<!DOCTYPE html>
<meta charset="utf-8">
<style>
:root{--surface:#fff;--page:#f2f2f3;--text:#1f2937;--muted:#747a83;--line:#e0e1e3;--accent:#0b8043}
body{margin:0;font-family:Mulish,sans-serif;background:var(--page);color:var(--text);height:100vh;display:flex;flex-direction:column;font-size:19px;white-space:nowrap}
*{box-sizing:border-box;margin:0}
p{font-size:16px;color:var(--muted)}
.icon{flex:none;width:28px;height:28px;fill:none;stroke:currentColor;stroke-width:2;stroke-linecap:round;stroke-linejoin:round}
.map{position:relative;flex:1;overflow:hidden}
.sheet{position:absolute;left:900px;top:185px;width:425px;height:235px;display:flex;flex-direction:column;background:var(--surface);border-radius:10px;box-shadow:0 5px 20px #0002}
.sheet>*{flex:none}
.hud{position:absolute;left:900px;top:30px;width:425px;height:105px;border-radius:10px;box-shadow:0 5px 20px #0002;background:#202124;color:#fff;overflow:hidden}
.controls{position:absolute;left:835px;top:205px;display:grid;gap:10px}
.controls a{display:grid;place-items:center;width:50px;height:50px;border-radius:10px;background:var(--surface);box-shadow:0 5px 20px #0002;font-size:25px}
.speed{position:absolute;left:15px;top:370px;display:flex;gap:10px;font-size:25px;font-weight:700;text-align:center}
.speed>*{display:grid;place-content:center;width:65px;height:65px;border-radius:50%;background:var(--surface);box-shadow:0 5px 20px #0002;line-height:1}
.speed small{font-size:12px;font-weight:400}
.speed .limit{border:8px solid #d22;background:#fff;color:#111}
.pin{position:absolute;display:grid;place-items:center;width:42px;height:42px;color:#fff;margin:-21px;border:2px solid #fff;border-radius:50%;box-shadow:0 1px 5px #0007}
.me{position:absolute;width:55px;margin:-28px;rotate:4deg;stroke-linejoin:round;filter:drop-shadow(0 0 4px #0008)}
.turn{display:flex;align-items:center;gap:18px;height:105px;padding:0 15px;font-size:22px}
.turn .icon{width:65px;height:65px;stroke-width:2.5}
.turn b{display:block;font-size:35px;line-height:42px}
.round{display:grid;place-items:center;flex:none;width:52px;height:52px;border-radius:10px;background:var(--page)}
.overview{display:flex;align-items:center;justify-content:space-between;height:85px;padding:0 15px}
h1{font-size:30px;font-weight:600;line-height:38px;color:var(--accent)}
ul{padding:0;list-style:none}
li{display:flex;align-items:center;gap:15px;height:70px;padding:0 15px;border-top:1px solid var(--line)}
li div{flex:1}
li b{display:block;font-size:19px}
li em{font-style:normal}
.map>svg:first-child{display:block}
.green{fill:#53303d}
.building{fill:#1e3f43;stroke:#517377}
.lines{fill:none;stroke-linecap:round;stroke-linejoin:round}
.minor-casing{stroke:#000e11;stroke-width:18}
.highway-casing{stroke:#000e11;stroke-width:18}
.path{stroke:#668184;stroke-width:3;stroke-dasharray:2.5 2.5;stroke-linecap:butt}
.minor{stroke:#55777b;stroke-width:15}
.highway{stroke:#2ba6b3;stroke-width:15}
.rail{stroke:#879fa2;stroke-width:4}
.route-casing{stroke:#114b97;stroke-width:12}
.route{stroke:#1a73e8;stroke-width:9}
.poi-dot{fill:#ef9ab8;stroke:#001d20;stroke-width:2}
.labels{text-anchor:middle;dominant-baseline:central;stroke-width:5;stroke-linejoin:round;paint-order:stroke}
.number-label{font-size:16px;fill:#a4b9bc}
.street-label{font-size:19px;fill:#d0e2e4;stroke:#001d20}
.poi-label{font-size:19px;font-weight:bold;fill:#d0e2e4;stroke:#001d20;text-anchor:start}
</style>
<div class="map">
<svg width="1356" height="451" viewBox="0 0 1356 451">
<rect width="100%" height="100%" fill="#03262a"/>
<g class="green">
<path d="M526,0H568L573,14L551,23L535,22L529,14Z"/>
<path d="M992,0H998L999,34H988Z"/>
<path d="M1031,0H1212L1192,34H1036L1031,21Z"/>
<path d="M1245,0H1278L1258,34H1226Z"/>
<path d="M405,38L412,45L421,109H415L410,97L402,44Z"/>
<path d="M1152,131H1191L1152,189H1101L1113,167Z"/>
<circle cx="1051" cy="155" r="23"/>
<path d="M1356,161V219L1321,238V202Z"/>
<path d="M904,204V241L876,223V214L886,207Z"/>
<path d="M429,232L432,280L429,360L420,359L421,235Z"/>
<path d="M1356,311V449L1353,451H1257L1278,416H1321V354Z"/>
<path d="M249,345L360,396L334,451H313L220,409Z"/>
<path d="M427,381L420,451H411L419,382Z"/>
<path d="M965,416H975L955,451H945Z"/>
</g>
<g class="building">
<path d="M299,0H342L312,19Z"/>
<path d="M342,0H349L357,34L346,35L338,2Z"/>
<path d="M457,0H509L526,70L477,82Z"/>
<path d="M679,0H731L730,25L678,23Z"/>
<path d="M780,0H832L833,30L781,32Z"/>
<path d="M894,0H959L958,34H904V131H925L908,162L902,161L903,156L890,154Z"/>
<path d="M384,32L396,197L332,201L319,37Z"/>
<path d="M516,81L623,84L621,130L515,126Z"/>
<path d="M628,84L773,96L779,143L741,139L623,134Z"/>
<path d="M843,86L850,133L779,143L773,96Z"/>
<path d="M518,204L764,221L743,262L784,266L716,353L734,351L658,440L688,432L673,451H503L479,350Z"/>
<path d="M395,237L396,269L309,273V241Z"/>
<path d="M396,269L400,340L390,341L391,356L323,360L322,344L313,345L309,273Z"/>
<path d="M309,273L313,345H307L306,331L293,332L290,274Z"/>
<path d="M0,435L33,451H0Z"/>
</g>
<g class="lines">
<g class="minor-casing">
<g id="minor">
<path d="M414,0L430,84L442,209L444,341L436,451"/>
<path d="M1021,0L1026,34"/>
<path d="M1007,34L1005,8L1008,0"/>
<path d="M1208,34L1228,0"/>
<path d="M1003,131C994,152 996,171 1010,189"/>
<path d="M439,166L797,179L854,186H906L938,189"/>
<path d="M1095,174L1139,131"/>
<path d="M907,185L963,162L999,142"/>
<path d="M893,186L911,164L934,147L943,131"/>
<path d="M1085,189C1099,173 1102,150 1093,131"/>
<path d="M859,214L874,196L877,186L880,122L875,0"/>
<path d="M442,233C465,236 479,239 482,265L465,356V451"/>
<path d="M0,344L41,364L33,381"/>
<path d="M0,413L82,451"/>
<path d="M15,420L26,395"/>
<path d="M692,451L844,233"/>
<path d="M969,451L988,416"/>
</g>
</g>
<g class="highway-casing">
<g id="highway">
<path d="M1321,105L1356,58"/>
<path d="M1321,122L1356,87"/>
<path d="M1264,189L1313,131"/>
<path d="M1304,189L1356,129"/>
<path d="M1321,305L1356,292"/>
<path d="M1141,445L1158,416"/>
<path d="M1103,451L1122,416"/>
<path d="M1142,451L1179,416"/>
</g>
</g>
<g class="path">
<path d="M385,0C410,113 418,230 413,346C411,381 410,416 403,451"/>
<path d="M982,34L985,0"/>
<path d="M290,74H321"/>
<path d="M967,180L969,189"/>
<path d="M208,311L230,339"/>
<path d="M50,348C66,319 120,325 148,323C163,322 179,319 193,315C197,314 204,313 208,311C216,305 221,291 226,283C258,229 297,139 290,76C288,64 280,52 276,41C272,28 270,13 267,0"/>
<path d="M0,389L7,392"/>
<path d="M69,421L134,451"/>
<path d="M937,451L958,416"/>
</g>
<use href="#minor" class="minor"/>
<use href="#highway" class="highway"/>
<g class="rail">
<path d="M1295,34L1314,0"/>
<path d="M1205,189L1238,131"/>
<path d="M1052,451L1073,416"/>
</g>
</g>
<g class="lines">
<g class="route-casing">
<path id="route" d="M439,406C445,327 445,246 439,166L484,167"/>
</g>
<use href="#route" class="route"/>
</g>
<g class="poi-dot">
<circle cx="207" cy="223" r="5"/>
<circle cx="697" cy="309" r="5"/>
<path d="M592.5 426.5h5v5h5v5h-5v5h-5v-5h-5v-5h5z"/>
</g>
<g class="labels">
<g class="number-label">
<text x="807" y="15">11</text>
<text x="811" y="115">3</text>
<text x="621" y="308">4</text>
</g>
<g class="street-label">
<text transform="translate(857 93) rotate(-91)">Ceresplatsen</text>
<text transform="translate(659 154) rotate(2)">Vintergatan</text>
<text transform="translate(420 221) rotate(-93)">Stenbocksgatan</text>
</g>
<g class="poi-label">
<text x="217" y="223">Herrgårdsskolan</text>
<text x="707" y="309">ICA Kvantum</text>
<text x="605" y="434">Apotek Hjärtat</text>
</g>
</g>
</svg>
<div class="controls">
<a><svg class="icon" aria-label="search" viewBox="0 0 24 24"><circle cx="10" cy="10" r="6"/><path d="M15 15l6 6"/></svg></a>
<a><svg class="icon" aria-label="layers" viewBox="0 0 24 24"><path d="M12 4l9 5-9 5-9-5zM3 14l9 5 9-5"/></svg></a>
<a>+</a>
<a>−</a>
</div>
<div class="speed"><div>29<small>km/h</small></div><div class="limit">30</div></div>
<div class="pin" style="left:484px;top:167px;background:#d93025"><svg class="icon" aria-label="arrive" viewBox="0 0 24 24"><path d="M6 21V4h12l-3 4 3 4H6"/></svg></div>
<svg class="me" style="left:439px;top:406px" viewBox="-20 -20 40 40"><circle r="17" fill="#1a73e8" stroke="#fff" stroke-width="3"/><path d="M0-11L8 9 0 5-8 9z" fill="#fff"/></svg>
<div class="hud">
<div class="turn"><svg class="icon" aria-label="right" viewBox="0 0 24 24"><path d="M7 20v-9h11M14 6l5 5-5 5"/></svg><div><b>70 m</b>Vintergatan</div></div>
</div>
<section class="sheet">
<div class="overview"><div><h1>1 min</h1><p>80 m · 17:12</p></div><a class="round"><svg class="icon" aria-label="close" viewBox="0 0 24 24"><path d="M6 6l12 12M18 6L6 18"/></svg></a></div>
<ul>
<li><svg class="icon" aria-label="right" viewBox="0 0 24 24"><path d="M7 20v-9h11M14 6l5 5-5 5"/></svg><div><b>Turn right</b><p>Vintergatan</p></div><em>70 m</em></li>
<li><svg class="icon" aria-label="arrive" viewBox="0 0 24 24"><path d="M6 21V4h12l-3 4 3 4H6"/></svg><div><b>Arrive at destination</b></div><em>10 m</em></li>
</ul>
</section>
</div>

_____

Go through the entries above and count each line that contains the string "linejoin". Reply only with the total.

## SOLUTION FOR THIS PROBLEM:
4